■ Task item: Copy the lines below verbatim. Begin with the first and end with the line containing "Task: Build a".

Entries taken from a collection:
----
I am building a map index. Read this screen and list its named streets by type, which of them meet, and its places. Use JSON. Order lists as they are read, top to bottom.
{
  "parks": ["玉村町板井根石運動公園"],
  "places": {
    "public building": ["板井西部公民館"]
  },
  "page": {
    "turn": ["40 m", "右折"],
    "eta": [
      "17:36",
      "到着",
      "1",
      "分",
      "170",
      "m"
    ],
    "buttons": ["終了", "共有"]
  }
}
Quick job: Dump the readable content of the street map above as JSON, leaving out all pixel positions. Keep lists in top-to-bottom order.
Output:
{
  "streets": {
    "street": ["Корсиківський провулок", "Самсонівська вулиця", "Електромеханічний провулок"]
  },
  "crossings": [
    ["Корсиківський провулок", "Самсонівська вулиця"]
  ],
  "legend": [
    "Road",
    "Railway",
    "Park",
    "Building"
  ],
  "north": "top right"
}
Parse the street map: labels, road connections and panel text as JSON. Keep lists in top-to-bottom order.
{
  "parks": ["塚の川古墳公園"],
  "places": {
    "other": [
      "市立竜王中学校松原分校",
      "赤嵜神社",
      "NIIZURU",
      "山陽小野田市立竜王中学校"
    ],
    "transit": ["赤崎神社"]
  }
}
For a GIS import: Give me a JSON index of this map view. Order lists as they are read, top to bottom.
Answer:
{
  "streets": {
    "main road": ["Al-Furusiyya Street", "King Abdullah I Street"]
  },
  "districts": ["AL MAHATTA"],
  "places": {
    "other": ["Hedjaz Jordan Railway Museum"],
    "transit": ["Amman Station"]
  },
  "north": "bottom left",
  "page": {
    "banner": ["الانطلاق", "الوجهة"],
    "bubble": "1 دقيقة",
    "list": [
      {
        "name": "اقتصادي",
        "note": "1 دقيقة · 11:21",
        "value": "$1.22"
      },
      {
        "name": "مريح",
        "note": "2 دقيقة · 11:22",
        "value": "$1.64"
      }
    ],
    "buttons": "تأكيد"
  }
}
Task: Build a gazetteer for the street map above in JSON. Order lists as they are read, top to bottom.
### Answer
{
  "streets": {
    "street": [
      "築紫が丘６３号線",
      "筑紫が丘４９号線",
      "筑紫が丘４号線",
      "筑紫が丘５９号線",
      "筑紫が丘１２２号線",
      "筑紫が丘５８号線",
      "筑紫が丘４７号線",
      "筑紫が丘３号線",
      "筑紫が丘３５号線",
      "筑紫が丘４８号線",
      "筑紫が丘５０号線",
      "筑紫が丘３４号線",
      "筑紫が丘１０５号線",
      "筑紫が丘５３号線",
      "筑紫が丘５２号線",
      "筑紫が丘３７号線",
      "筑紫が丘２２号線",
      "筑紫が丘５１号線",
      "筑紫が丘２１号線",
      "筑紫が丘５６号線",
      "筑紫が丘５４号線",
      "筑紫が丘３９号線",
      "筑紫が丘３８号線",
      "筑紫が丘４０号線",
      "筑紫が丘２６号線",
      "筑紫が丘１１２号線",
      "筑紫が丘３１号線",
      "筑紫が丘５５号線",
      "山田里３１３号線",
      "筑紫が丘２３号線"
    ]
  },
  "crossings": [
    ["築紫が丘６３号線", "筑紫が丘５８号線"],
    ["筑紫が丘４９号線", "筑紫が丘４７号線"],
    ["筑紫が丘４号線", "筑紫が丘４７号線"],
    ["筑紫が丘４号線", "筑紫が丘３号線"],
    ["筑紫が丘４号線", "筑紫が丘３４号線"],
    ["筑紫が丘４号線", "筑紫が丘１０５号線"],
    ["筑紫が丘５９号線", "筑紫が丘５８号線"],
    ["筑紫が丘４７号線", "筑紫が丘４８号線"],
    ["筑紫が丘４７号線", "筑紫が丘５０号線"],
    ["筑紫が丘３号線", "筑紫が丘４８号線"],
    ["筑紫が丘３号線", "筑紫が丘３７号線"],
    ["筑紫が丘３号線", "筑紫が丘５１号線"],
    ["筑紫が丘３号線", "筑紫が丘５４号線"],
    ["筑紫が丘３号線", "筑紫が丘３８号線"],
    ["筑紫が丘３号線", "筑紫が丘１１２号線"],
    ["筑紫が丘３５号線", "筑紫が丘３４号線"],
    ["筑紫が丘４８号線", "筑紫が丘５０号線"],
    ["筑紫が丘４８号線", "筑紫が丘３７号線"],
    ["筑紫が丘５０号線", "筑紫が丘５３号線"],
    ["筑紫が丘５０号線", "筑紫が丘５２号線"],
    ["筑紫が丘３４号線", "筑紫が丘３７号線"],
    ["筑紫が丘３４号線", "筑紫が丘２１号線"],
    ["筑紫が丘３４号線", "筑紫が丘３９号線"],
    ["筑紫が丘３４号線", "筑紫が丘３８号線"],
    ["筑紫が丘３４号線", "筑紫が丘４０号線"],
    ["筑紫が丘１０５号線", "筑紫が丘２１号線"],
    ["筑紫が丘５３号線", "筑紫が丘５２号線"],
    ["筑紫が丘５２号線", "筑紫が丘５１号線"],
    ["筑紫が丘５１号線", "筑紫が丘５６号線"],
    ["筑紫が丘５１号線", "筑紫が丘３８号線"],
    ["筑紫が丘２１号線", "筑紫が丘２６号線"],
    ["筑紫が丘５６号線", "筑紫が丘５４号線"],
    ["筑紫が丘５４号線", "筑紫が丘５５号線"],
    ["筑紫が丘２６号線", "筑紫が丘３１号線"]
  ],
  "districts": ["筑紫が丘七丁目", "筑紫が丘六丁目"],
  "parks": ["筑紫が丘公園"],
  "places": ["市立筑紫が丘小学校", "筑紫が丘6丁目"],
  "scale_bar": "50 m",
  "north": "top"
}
----
■ Response to this task:
I am building a map index. Read this screen and list its named streets by type, which of them meet, and its places. Use JSON. Order lists as they are read, top to bottom.
{
  "parks": ["玉村町板井根石運動公園"],
  "places": {
    "public building": ["板井西部公民館"]
  },
  "page": {
    "turn": ["40 m", "右折"],
    "eta": [
      "17:36",
      "到着",
      "1",
      "分",
      "170",
      "m"
    ],
    "buttons": ["終了", "共有"]
  }
}
Quick job: Dump the readable content of the street map above as JSON, leaving out all pixel positions. Keep lists in top-to-bottom order.
Output:
{
  "streets": {
    "street": ["Корсиківський провулок", "Самсонівська вулиця", "Електромеханічний провулок"]
  },
  "crossings": [
    ["Корсиківський провулок", "Самсонівська вулиця"]
  ],
  "legend": [
    "Road",
    "Railway",
    "Park",
    "Building"
  ],
  "north": "top right"
}
Parse the street map: labels, road connections and panel text as JSON. Keep lists in top-to-bottom order.
{
  "parks": ["塚の川古墳公園"],
  "places": {
    "other": [
      "市立竜王中学校松原分校",
      "赤嵜神社",
      "NIIZURU",
      "山陽小野田市立竜王中学校"
    ],
    "transit": ["赤崎神社"]
  }
}
For a GIS import: Give me a JSON index of this map view. Order lists as they are read, top to bottom.
Answer:
{
  "streets": {
    "main road": ["Al-Furusiyya Street", "King Abdullah I Street"]
  },
  "districts": ["AL MAHATTA"],
  "places": {
    "other": ["Hedjaz Jordan Railway Museum"],
    "transit": ["Amman Station"]
  },
  "north": "bottom left",
  "page": {
    "banner": ["الانطلاق", "الوجهة"],
    "bubble": "1 دقيقة",
    "list": [
      {
        "name": "اقتصادي",
        "note": "1 دقيقة · 11:21",
        "value": "$1.22"
      },
      {
        "name": "مريح",
        "note": "2 دقيقة · 11:22",
        "value": "$1.64"
      }
    ],
    "buttons": "تأكيد"
  }
}
Task: Build a gazetteer for the street map above in JSON. Order lists as they are read, top to bottom.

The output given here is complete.